Take a more realistic case with official Matlab's "hinfstruct" example as follows. The goal is to minimize the H-infinity norm from [r, nw]' to [y, ew]'. An important difference is that there is no entrywise product of Tij and Wij. It means the goal is to minimize 4 transfer functions: T(y,r), T(y,nw), T(ew,r), T(ew,nw).

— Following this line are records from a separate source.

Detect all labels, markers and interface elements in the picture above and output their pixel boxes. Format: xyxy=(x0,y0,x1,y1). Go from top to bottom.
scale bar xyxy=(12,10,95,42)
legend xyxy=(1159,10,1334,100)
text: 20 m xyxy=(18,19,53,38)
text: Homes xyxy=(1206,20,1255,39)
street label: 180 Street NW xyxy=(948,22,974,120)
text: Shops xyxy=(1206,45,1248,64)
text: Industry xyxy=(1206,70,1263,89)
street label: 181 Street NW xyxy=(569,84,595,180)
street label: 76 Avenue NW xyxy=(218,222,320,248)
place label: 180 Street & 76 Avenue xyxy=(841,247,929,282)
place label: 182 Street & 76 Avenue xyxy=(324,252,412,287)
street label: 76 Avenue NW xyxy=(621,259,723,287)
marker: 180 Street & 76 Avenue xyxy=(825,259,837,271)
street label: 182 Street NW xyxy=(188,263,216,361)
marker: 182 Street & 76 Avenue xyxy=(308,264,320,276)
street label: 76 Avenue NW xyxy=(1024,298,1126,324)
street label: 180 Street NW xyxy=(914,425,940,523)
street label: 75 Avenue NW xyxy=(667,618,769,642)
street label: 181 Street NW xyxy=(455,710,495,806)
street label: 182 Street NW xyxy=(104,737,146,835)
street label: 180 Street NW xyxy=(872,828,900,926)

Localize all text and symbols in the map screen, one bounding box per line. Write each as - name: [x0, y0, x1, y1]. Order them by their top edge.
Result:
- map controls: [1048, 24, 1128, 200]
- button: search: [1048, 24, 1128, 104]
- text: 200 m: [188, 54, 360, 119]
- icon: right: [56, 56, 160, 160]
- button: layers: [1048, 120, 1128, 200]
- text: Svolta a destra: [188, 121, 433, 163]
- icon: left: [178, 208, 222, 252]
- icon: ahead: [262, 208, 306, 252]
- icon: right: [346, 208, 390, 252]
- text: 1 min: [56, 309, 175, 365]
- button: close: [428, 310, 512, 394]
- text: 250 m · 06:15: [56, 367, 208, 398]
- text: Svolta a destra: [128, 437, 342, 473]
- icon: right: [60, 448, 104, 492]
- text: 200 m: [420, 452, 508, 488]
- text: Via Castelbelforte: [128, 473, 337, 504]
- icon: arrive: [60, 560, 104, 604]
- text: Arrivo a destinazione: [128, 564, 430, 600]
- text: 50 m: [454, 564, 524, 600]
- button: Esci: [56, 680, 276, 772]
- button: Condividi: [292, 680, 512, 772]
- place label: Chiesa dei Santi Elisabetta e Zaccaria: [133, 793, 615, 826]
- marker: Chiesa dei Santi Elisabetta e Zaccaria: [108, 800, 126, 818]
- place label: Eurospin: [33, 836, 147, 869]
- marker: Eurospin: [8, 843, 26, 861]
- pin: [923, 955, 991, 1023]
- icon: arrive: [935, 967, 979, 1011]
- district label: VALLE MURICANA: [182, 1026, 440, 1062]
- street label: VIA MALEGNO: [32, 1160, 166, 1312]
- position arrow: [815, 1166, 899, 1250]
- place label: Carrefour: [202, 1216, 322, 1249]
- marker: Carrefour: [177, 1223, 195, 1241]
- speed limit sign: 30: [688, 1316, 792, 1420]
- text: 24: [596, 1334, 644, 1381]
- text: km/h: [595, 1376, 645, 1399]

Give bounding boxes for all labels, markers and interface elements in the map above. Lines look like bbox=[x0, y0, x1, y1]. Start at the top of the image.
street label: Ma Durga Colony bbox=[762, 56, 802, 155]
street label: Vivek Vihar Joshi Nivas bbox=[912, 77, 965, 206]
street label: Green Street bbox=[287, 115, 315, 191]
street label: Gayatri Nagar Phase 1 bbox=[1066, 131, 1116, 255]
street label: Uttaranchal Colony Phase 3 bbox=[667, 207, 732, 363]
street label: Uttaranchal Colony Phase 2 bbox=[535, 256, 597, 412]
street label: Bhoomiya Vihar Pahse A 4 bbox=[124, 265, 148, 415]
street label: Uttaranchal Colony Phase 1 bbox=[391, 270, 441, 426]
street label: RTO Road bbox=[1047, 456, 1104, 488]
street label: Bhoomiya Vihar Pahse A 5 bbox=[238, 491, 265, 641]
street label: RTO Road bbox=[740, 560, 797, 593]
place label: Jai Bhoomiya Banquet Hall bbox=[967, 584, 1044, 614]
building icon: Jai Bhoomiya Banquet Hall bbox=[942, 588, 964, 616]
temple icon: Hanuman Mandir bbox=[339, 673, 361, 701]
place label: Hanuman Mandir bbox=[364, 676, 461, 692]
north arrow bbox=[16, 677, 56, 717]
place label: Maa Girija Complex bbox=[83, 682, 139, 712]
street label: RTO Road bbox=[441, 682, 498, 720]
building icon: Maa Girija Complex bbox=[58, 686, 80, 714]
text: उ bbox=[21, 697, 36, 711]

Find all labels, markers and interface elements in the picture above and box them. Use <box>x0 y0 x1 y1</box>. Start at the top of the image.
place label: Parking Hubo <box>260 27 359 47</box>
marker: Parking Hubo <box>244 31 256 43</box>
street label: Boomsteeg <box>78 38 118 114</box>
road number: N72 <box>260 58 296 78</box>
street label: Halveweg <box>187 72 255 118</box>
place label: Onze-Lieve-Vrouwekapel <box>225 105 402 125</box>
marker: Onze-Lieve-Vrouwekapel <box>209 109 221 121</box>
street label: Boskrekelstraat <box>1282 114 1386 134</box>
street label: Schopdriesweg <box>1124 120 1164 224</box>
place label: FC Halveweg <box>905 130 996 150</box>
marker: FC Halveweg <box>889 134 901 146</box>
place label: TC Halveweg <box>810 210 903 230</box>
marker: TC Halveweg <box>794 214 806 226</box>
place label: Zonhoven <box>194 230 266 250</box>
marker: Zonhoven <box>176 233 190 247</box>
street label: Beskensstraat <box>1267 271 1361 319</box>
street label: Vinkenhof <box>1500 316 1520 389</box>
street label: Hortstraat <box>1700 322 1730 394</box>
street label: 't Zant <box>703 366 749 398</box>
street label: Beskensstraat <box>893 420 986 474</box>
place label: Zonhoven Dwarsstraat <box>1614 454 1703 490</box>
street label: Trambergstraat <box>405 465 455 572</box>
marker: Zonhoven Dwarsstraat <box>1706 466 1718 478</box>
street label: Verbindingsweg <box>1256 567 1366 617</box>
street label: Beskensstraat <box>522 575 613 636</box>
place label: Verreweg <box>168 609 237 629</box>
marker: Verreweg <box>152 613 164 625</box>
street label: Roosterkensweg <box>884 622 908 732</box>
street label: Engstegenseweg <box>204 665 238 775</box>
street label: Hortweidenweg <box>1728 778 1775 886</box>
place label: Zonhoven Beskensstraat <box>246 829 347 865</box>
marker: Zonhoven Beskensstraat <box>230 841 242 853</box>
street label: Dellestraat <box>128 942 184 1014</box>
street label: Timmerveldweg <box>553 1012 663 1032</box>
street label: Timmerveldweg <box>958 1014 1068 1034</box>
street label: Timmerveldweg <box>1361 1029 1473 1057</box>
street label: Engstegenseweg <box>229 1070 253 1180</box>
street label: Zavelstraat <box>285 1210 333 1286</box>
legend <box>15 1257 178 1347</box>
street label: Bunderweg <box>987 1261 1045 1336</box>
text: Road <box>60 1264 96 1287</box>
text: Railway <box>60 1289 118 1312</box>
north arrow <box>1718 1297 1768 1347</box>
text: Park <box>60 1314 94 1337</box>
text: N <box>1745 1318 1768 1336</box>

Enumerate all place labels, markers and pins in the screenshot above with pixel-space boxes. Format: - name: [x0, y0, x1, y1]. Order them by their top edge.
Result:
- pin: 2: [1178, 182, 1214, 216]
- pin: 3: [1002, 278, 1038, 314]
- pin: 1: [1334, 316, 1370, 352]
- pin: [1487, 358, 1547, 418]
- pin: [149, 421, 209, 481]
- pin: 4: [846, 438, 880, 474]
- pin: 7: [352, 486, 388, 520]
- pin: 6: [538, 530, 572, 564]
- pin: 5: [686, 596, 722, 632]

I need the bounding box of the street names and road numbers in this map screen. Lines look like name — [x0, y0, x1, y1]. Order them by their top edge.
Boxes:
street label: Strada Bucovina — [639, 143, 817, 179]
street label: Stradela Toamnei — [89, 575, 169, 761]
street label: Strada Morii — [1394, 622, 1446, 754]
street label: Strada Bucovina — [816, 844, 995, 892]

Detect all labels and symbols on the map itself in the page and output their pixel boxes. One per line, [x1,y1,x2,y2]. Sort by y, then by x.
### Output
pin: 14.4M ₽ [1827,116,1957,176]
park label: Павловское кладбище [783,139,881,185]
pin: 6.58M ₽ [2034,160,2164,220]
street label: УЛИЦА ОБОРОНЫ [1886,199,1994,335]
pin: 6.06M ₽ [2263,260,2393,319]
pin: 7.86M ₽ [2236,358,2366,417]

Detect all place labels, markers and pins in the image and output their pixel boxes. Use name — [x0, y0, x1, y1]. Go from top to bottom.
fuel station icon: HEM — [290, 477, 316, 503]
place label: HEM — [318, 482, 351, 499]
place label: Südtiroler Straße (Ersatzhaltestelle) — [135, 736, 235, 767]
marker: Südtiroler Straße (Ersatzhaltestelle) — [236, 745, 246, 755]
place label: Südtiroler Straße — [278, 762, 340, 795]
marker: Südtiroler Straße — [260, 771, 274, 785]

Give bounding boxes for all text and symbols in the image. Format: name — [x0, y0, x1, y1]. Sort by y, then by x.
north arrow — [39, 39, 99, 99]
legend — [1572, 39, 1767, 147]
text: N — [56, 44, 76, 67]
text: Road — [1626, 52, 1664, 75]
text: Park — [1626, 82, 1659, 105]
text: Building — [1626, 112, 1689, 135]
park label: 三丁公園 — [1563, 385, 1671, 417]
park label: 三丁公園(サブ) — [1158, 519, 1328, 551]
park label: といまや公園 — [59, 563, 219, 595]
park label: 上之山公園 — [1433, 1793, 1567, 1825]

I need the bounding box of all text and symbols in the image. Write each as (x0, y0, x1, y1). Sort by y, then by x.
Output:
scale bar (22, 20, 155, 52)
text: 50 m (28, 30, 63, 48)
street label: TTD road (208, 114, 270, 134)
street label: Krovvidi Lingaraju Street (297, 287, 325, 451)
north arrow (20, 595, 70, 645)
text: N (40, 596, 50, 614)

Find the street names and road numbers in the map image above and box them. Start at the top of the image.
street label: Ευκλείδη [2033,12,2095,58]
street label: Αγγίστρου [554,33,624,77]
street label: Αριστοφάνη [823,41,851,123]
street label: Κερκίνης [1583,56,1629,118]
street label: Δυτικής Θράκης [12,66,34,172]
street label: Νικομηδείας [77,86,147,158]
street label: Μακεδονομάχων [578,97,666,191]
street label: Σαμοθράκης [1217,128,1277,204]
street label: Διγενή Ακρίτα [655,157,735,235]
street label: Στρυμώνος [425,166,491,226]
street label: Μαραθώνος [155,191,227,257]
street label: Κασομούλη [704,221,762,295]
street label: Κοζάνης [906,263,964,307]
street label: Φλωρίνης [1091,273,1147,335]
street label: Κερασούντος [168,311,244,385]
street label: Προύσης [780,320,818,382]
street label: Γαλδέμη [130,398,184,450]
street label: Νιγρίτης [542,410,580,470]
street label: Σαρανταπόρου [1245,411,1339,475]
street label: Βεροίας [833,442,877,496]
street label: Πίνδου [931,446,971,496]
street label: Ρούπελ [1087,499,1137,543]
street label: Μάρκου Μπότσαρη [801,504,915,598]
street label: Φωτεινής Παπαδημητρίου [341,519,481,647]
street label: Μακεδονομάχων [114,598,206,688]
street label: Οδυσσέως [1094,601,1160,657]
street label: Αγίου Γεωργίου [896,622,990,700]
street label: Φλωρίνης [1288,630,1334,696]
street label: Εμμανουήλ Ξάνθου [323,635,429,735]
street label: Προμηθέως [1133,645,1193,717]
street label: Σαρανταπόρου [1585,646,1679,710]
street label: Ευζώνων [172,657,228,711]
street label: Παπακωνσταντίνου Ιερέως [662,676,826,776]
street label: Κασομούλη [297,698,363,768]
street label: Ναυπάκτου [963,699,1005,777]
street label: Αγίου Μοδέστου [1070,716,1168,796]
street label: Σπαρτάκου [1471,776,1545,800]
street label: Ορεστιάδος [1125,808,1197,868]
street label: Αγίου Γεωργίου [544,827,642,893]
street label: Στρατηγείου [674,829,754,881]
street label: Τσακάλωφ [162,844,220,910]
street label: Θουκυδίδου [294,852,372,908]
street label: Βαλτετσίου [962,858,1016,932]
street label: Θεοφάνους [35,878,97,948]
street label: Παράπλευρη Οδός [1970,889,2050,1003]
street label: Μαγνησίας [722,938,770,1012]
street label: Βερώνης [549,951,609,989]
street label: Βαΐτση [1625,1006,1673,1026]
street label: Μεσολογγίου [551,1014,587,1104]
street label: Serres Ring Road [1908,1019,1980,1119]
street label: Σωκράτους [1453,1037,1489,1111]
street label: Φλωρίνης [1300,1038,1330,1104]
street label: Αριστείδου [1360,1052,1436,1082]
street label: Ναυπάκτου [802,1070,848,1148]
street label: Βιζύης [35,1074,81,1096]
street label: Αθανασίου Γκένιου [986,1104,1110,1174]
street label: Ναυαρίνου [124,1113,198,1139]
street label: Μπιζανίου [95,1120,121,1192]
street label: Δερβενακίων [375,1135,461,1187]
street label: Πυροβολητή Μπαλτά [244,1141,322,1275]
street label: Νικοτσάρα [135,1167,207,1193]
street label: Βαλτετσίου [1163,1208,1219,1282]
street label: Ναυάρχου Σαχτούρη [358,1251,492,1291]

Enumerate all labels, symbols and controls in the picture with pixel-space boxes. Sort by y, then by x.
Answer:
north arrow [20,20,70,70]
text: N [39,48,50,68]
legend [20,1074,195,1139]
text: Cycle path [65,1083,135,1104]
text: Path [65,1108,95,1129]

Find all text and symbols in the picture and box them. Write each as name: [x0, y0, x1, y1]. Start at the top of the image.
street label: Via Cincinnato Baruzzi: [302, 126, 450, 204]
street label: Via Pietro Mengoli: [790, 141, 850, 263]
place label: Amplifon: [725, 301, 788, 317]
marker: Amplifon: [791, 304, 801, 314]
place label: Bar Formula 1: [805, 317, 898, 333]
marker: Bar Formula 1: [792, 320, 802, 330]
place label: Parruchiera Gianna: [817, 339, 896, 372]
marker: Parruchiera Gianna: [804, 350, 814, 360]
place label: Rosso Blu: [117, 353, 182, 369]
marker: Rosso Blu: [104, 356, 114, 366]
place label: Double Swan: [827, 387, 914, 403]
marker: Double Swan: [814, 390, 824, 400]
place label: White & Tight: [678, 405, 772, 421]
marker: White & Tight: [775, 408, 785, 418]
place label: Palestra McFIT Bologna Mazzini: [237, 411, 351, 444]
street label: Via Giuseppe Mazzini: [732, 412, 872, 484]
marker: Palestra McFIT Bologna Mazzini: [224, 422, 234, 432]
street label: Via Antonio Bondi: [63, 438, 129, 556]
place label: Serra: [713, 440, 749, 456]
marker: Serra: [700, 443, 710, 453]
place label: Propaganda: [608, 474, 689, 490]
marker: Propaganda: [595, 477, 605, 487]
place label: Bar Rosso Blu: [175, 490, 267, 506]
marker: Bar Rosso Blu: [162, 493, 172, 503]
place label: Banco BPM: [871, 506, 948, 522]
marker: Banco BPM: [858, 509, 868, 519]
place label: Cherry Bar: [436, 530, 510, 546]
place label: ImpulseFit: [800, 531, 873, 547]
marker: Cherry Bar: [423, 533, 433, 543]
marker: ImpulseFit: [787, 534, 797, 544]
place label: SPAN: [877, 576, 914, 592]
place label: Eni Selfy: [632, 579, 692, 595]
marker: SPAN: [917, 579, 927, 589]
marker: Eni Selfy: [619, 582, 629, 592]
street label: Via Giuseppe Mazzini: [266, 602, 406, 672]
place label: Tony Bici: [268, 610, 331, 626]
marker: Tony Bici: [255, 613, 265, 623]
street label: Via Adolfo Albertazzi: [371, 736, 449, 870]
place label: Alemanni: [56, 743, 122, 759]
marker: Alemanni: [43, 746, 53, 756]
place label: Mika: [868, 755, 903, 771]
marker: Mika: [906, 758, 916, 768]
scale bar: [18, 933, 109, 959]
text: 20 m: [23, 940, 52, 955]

The official command is given as follows, which works well:
T0 = connect(G,Wn,We,C0,F0,Sum1,Sum2,{'r','nw'},{'y','ew'});
T = hinfstruct(T0);
If I want to formulate the above 4 optimization goals T(y,r), T(y,nw), T(ew,r), T(ew,nw) into Standard From (diagnol form), I revise the above code as follows:
T0 = connect(G,Wn,We,C0,F0,Sum1,Sum2,{'r','nw'},{'y','ew'});
T0_revised = blkdiag(T0(1,1),T0(1,2),T0(2,1),T0(2,2));
T = hinfstruct(T0_revised);
It also cannot operate correctly. Only revise it as follows can work:
T0 = connect(G,Wn,We,C0,F0,Sum1,Sum2,{'r','nw'},{'y','ew'});
T0_revised=blkdiag(1,LS)*T0*blkdiag(1,1/LS);
T = hinfstruct(T0_revised,opt);
But it is still not the entry-wise product case, just the traditonal single transfer function connection as shown in the above figure.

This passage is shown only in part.